* [Task objective]: Copy every line from the one containing "Summarize the content" through the last line of the records below, both included, and nothing else.

START Available data

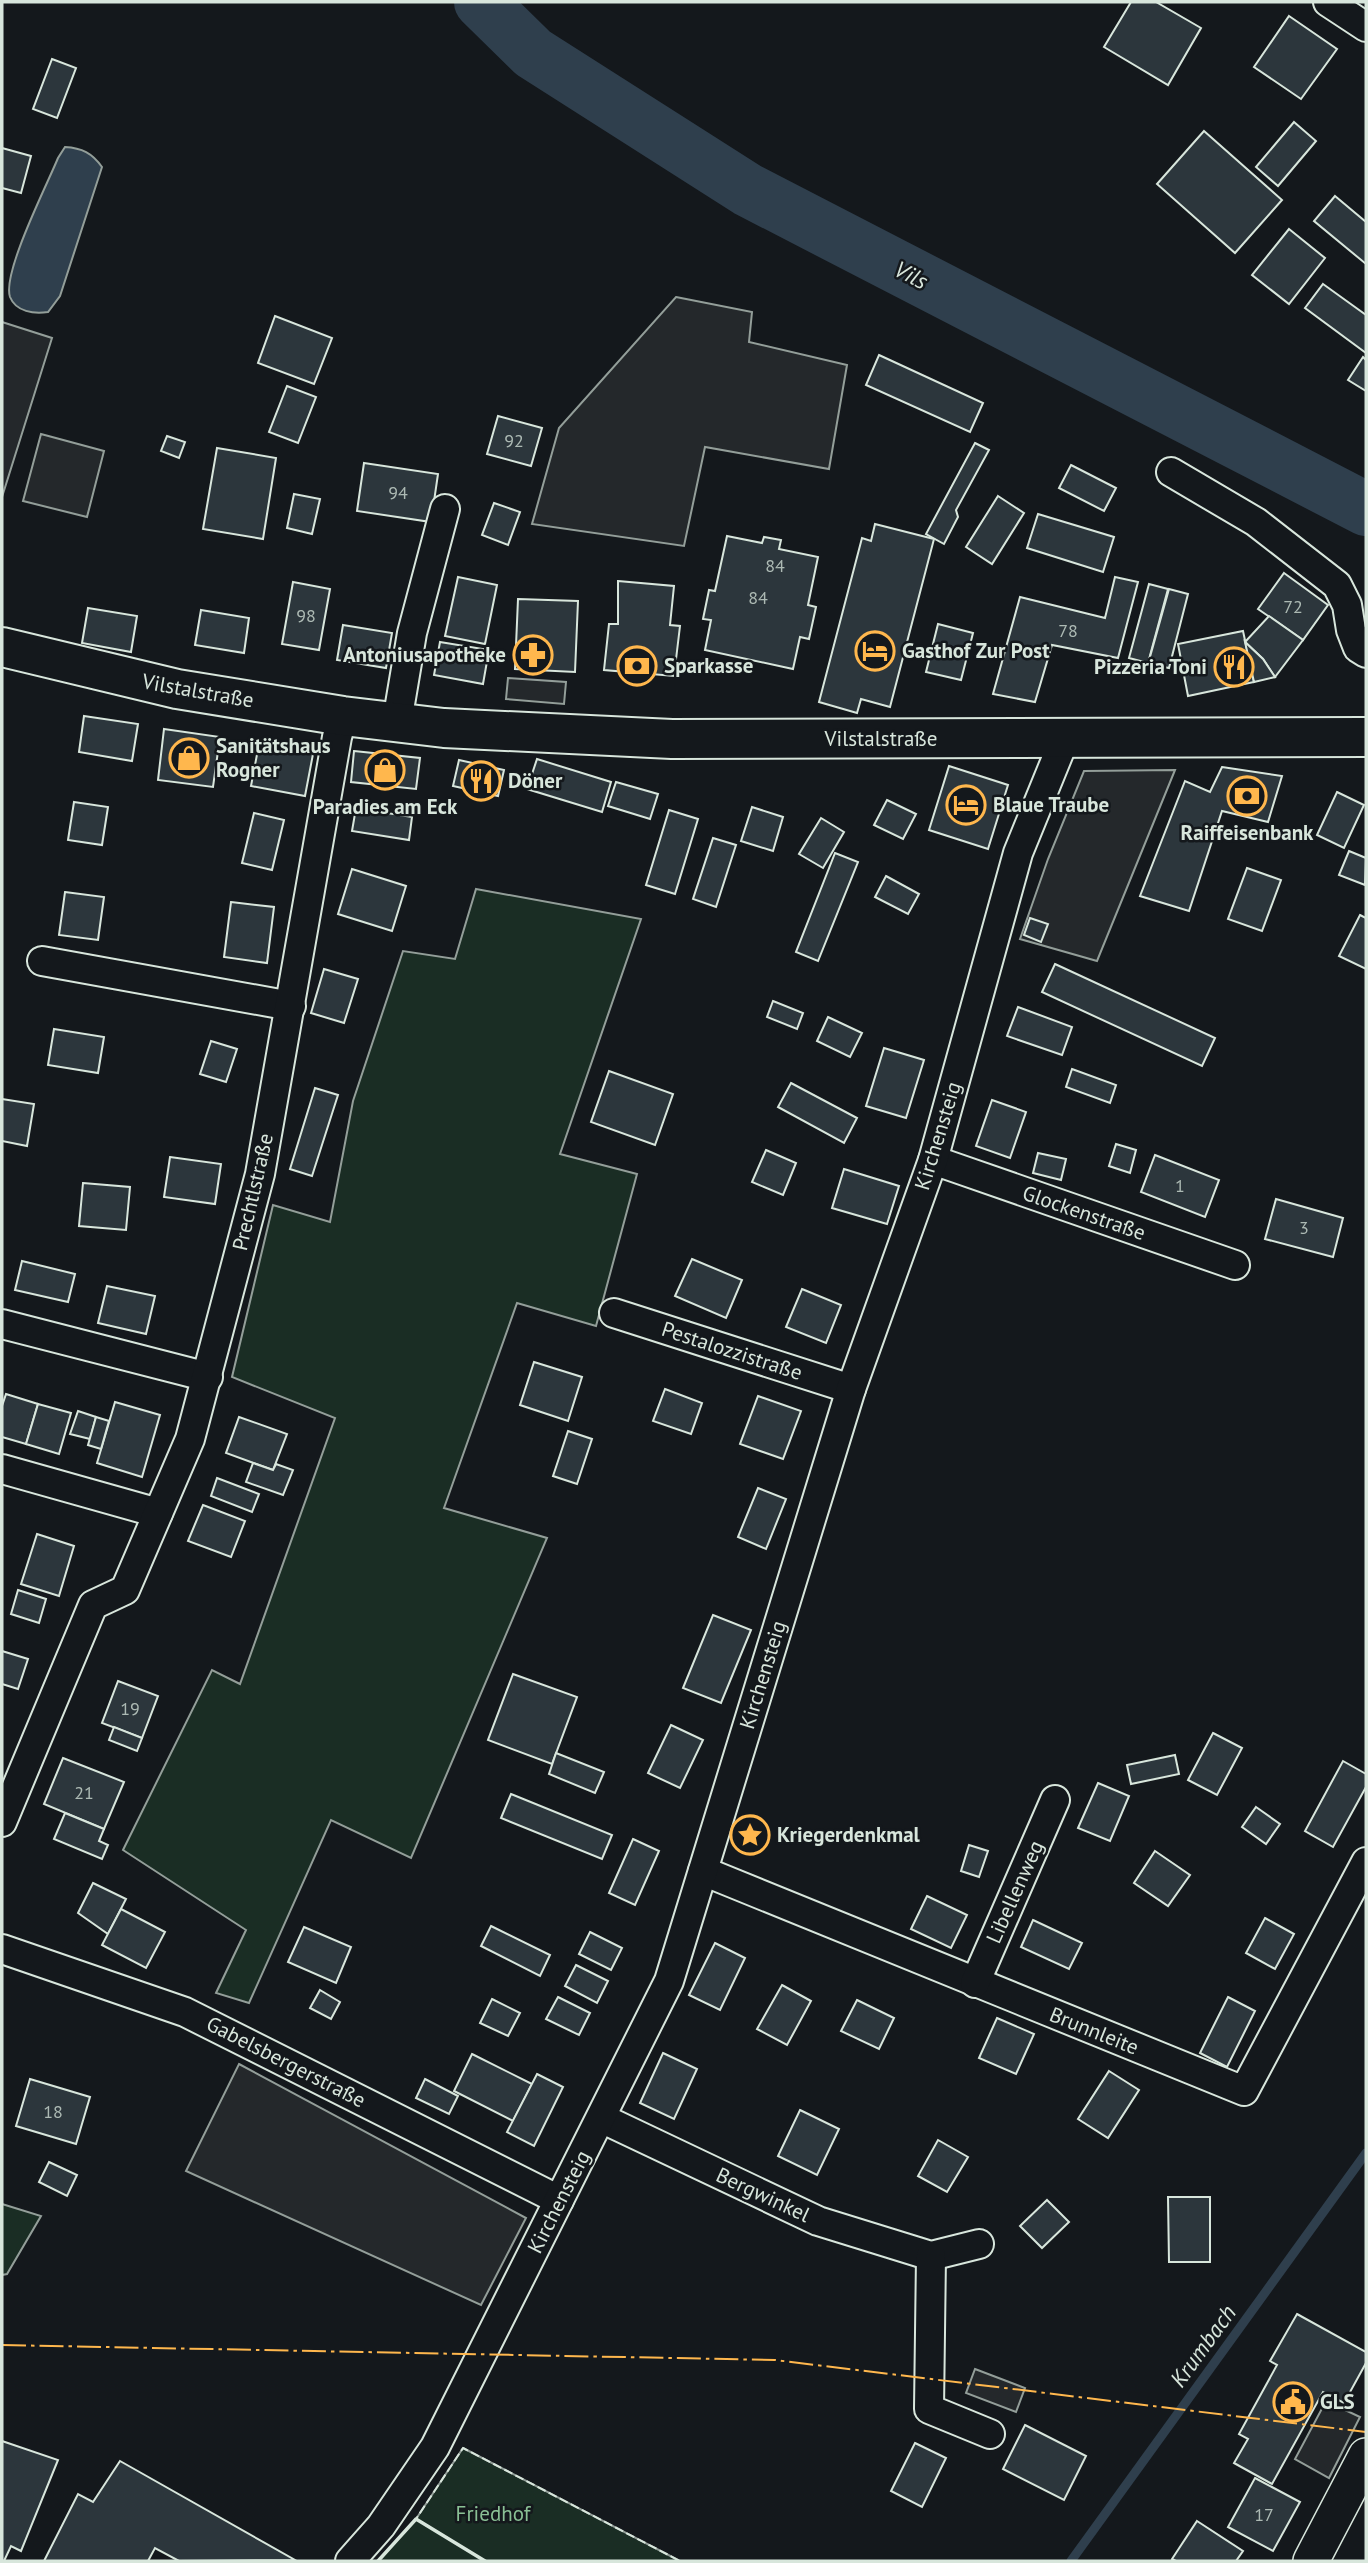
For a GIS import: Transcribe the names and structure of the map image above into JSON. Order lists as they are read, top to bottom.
{
  "streets": {
    "main road": ["Vilstalstraße"],
    "street": [
      "Kirchensteig",
      "Prechtlstraße",
      "Glockenstraße",
      "Pestalozzistraße",
      "Libellenweg",
      "Brunnleite",
      "Gabelsbergerstraße",
      "Bergwinkel"
    ]
  },
  "crossings": [
    ["Vilstalstraße", "Kirchensteig"],
    ["Vilstalstraße", "Prechtlstraße"],
    ["Kirchensteig", "Glockenstraße"],
    ["Kirchensteig", "Pestalozzistraße"],
    ["Kirchensteig", "Brunnleite"],
    ["Kirchensteig", "Gabelsbergerstraße"],
    ["Kirchensteig", "Bergwinkel"],
    ["Libellenweg", "Brunnleite"]
  ],
  "water": ["Vils", "Krumbach"],
  "parks": ["Friedhof"],
  "places": {
    "hotel": ["Gasthof Zur Post", "Blaue Traube"],
    "pharmacy": ["Antoniusapotheke"],
    "bank": ["Sparkasse", "Raiffeisenbank"],
    "restaurant": ["Pizzeria Toni", "Döner"],
    "shop": ["Sanitätshaus Rogner", "Paradies am Eck"],
    "place": ["Kriegerdenkmal"],
    "public building": ["GLS"]
  },
  "house_numbers": [
    "92",
    "94",
    "84",
    "84",
    "72",
    "98",
    "78",
    "1",
    "3",
    "19",
    "21",
    "18",
    "17"
  ]
}
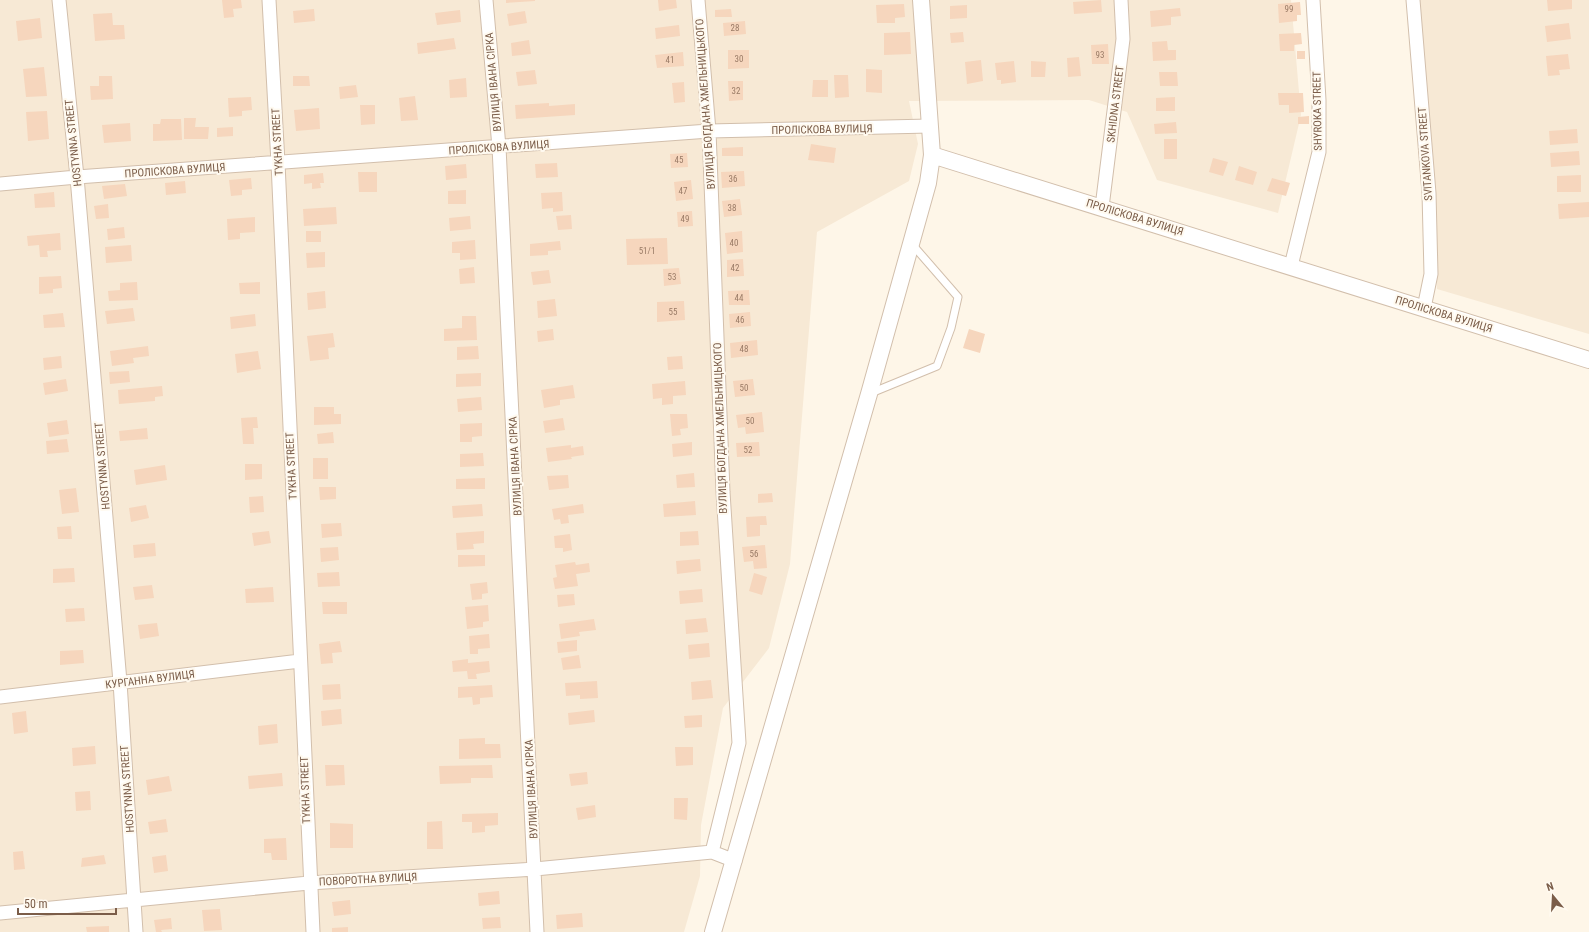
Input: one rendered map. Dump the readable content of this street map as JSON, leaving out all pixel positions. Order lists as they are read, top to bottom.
{
  "streets": {
    "street": [
      "ВУЛИЦЯ ІВАНА СІРКА",
      "ВУЛИЦЯ БОГДАНА ХМЕЛЬНИЦЬКОГО",
      "SKHIDNA STREET",
      "SHYROKA STREET",
      "ПРОЛІСКОВА ВУЛИЦЯ",
      "TYKHA STREET",
      "HOSTYNNA STREET",
      "SVITANKOVA STREET",
      "КУРГАННА ВУЛИЦЯ",
      "ПОВОРОТНА ВУЛИЦЯ"
    ]
  },
  "crossings": [
    ["ВУЛИЦЯ ІВАНА СІРКА", "ПРОЛІСКОВА ВУЛИЦЯ"],
    ["ВУЛИЦЯ ІВАНА СІРКА", "ПОВОРОТНА ВУЛИЦЯ"],
    ["ВУЛИЦЯ БОГДАНА ХМЕЛЬНИЦЬКОГО", "ПРОЛІСКОВА ВУЛИЦЯ"],
    ["ВУЛИЦЯ БОГДАНА ХМЕЛЬНИЦЬКОГО", "ПОВОРОТНА ВУЛИЦЯ"],
    ["SKHIDNA STREET", "ПРОЛІСКОВА ВУЛИЦЯ"],
    ["SHYROKA STREET", "ПРОЛІСКОВА ВУЛИЦЯ"],
    ["ПРОЛІСКОВА ВУЛИЦЯ", "TYKHA STREET"],
    ["ПРОЛІСКОВА ВУЛИЦЯ", "HOSTYNNA STREET"],
    ["ПРОЛІСКОВА ВУЛИЦЯ", "SVITANKOVA STREET"],
    ["TYKHA STREET", "КУРГАННА ВУЛИЦЯ"],
    ["TYKHA STREET", "ПОВОРОТНА ВУЛИЦЯ"],
    ["HOSTYNNA STREET", "КУРГАННА ВУЛИЦЯ"],
    ["HOSTYNNA STREET", "ПОВОРОТНА ВУЛИЦЯ"]
  ],
  "house_numbers": [
    "99",
    "28",
    "93",
    "30",
    "41",
    "32",
    "45",
    "36",
    "47",
    "38",
    "49",
    "40",
    "51/1",
    "42",
    "53",
    "44",
    "55",
    "46",
    "48",
    "50",
    "50",
    "52",
    "56"
  ],
  "scale_bar": "50 m",
  "north": "top"
}
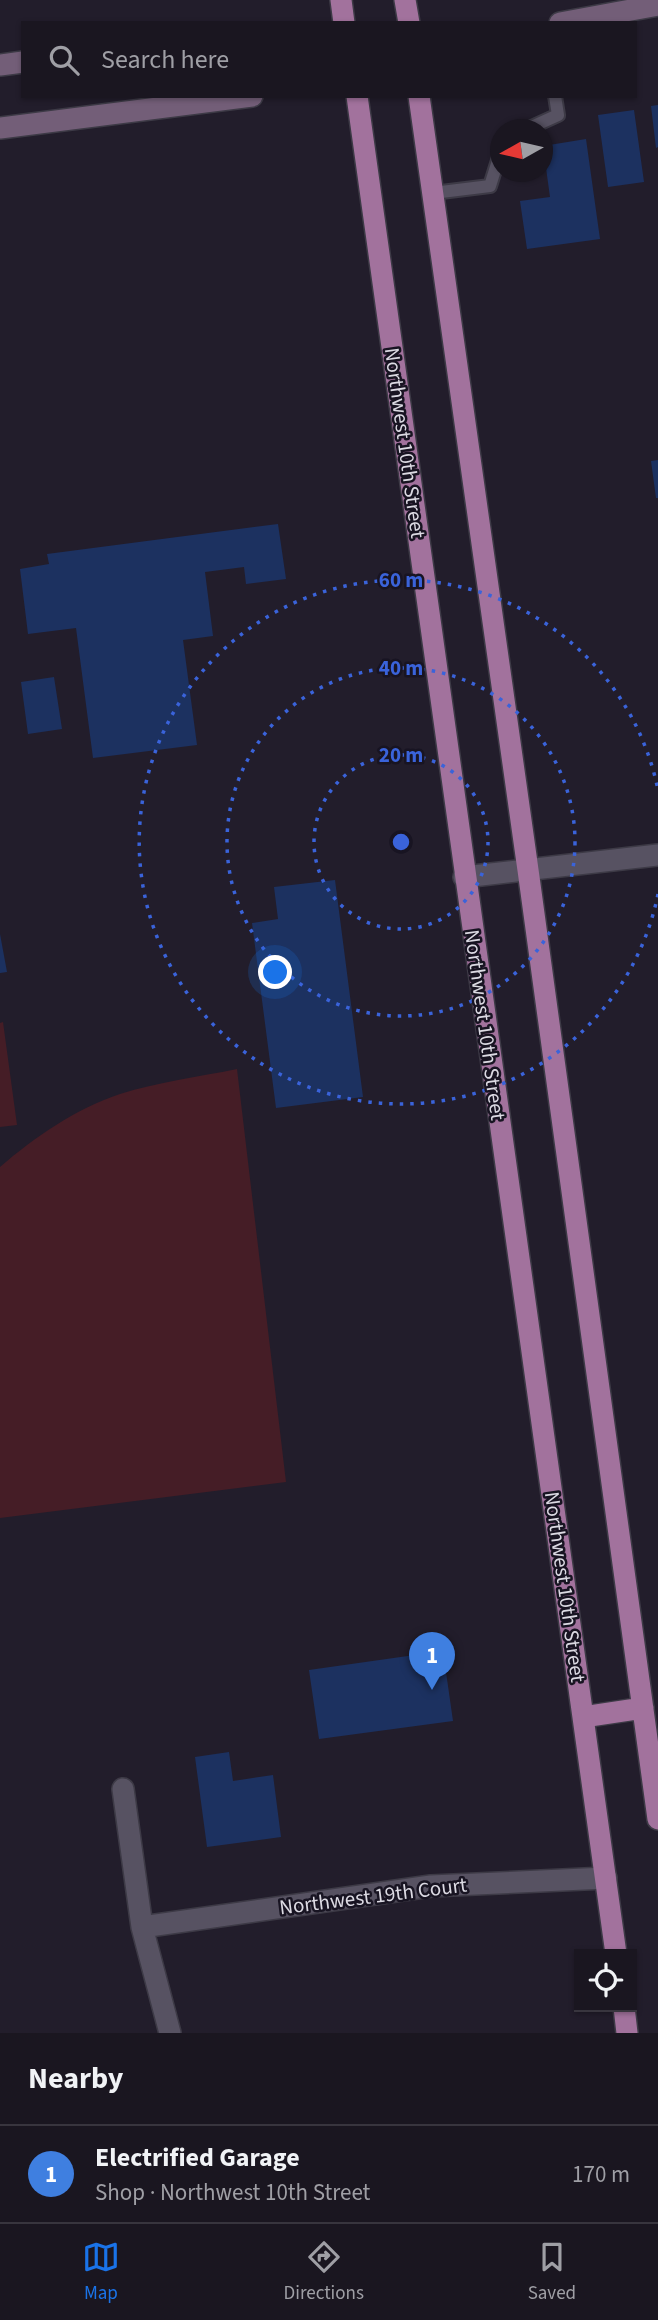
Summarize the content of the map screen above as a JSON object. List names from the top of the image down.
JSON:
{
  "streets": {
    "highway": ["Northwest 10th Street"],
    "street": ["Northwest 19th Court"]
  },
  "crossings": [
    ["Northwest 10th Street", "Northwest 19th Court"]
  ],
  "north": "left",
  "page": {
    "search": "Search here",
    "pins": "1",
    "heading": "Nearby",
    "list": [
      {
        "mark": "1",
        "name": "Electrified Garage",
        "note": "Shop · Northwest 10th Street",
        "value": "170 m"
      }
    ],
    "nav": ["Map", "Directions", "Saved"]
  },
  "rings": ["60 m", "40 m", "20 m"]
}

END Available data

* [Solution to this task]:
Summarize the content of the map screen above as a JSON object. List names from the top of the image down.
JSON:
{
  "streets": {
    "highway": ["Northwest 10th Street"],
    "street": ["Northwest 19th Court"]
  },
  "crossings": [
    ["Northwest 10th Street", "Northwest 19th Court"]
  ],
  "north": "left",
  "page": {
    "search": "Search here",
    "pins": "1",
    "heading": "Nearby",
    "list": [
      {
        "mark": "1",
        "name": "Electrified Garage",
        "note": "Shop · Northwest 10th Street",
        "value": "170 m"
      }
    ],
    "nav": ["Map", "Directions", "Saved"]
  },
  "rings": ["60 m", "40 m", "20 m"]
}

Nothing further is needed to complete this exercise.